Exercise material below:

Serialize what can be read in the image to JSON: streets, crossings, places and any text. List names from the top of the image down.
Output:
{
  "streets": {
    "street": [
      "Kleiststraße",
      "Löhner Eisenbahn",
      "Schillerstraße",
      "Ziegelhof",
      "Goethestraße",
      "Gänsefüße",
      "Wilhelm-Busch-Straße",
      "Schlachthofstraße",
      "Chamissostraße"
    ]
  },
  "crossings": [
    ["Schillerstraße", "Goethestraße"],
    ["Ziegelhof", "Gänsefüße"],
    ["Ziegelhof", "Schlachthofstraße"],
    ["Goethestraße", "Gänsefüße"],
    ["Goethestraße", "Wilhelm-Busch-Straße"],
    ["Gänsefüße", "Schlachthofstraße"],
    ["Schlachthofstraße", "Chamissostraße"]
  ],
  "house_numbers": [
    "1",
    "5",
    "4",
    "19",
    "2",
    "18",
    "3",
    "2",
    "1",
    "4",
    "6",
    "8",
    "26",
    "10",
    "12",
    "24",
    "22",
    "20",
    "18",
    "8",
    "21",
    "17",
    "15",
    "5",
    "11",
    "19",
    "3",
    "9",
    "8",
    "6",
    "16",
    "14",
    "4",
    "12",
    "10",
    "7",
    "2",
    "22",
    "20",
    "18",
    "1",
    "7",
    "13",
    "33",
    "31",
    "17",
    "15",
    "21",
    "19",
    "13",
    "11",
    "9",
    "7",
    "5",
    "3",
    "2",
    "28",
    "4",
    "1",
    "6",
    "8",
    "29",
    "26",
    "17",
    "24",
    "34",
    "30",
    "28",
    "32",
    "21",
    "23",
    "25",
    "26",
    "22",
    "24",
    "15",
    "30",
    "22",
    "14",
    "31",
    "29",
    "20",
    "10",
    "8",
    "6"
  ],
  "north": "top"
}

End of Exercise material.

● **Task statement**: Once you have identified the lines above that contain "Goethestraße", copy each of them.

● **Answer space**:
      "Goethestraße",
    ["Schillerstraße", "Goethestraße"],
    ["Goethestraße", "Gänsefüße"],
    ["Goethestraße", "Wilhelm-Busch-Straße"],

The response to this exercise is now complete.